*** Begin section ***
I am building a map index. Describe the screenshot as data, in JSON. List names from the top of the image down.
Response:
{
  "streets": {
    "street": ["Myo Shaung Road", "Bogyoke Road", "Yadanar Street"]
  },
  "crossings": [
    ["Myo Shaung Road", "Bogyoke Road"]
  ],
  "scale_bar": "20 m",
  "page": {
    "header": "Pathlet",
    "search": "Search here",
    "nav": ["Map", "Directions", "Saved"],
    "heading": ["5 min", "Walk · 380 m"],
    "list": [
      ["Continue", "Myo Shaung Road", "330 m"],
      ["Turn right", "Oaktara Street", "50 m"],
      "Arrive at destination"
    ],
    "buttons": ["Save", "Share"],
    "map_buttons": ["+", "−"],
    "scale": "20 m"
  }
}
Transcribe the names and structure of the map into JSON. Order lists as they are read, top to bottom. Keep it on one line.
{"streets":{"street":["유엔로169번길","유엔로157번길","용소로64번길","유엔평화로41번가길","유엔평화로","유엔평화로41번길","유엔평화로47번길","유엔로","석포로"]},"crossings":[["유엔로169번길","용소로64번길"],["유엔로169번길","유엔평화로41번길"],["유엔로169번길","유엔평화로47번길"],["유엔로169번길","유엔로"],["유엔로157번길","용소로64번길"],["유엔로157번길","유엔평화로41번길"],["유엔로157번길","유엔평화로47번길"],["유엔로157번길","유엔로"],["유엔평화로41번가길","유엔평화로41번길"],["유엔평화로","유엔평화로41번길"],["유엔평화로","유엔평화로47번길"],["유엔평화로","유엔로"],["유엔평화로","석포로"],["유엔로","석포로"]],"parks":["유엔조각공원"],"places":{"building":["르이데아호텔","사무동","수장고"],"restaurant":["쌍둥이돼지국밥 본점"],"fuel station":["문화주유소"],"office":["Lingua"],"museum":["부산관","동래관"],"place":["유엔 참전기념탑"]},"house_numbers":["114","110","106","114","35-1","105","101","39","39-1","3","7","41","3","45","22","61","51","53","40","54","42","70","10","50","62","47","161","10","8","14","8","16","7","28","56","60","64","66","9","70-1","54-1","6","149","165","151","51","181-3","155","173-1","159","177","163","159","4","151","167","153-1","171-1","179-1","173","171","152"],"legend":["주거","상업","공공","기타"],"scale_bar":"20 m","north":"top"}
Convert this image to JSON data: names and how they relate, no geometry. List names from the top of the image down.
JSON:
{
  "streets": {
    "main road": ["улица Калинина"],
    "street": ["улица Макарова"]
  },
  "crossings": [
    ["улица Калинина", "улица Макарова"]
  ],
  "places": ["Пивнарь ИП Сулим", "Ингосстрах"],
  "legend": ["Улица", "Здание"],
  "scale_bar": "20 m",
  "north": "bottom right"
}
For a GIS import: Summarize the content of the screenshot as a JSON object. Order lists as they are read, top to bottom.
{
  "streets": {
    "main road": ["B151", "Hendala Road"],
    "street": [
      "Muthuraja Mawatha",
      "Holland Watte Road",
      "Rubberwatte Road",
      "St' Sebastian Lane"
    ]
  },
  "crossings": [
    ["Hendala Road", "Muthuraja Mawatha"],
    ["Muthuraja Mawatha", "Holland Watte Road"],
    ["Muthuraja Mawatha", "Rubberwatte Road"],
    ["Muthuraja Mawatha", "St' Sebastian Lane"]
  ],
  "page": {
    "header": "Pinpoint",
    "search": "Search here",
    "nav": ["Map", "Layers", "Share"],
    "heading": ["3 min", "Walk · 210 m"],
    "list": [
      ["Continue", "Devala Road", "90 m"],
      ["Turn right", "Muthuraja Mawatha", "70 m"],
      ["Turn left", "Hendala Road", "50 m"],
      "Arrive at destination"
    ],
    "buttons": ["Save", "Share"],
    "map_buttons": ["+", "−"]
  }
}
*** End section ***
Directions for this task – Print each entry precisely. Include every line.

Task result –
I am building a map index. Describe the screenshot as data, in JSON. List names from the top of the image down.
Response:
{
  "streets": {
    "street": ["Myo Shaung Road", "Bogyoke Road", "Yadanar Street"]
  },
  "crossings": [
    ["Myo Shaung Road", "Bogyoke Road"]
  ],
  "scale_bar": "20 m",
  "page": {
    "header": "Pathlet",
    "search": "Search here",
    "nav": ["Map", "Directions", "Saved"],
    "heading": ["5 min", "Walk · 380 m"],
    "list": [
      ["Continue", "Myo Shaung Road", "330 m"],
      ["Turn right", "Oaktara Street", "50 m"],
      "Arrive at destination"
    ],
    "buttons": ["Save", "Share"],
    "map_buttons": ["+", "−"],
    "scale": "20 m"
  }
}
Transcribe the names and structure of the map into JSON. Order lists as they are read, top to bottom. Keep it on one line.
{"streets":{"street":["유엔로169번길","유엔로157번길","용소로64번길","유엔평화로41번가길","유엔평화로","유엔평화로41번길","유엔평화로47번길","유엔로","석포로"]},"crossings":[["유엔로169번길","용소로64번길"],["유엔로169번길","유엔평화로41번길"],["유엔로169번길","유엔평화로47번길"],["유엔로169번길","유엔로"],["유엔로157번길","용소로64번길"],["유엔로157번길","유엔평화로41번길"],["유엔로157번길","유엔평화로47번길"],["유엔로157번길","유엔로"],["유엔평화로41번가길","유엔평화로41번길"],["유엔평화로","유엔평화로41번길"],["유엔평화로","유엔평화로47번길"],["유엔평화로","유엔로"],["유엔평화로","석포로"],["유엔로","석포로"]],"parks":["유엔조각공원"],"places":{"building":["르이데아호텔","사무동","수장고"],"restaurant":["쌍둥이돼지국밥 본점"],"fuel station":["문화주유소"],"office":["Lingua"],"museum":["부산관","동래관"],"place":["유엔 참전기념탑"]},"house_numbers":["114","110","106","114","35-1","105","101","39","39-1","3","7","41","3","45","22","61","51","53","40","54","42","70","10","50","62","47","161","10","8","14","8","16","7","28","56","60","64","66","9","70-1","54-1","6","149","165","151","51","181-3","155","173-1","159","177","163","159","4","151","167","153-1","171-1","179-1","173","171","152"],"legend":["주거","상업","공공","기타"],"scale_bar":"20 m","north":"top"}
Convert this image to JSON data: names and how they relate, no geometry. List names from the top of the image down.
JSON:
{
  "streets": {
    "main road": ["улица Калинина"],
    "street": ["улица Макарова"]
  },
  "crossings": [
    ["улица Калинина", "улица Макарова"]
  ],
  "places": ["Пивнарь ИП Сулим", "Ингосстрах"],
  "legend": ["Улица", "Здание"],
  "scale_bar": "20 m",
  "north": "bottom right"
}
For a GIS import: Summarize the content of the screenshot as a JSON object. Order lists as they are read, top to bottom.
{
  "streets": {
    "main road": ["B151", "Hendala Road"],
    "street": [
      "Muthuraja Mawatha",
      "Holland Watte Road",
      "Rubberwatte Road",
      "St' Sebastian Lane"
    ]
  },
  "crossings": [
    ["Hendala Road", "Muthuraja Mawatha"],
    ["Muthuraja Mawatha", "Holland Watte Road"],
    ["Muthuraja Mawatha", "Rubberwatte Road"],
    ["Muthuraja Mawatha", "St' Sebastian Lane"]
  ],
  "page": {
    "header": "Pinpoint",
    "search": "Search here",
    "nav": ["Map", "Layers", "Share"],
    "heading": ["3 min", "Walk · 210 m"],
    "list": [
      ["Continue", "Devala Road", "90 m"],
      ["Turn right", "Muthuraja Mawatha", "70 m"],
      ["Turn left", "Hendala Road", "50 m"],
      "Arrive at destination"
    ],
    "buttons": ["Save", "Share"],
    "map_buttons": ["+", "−"]
  }
}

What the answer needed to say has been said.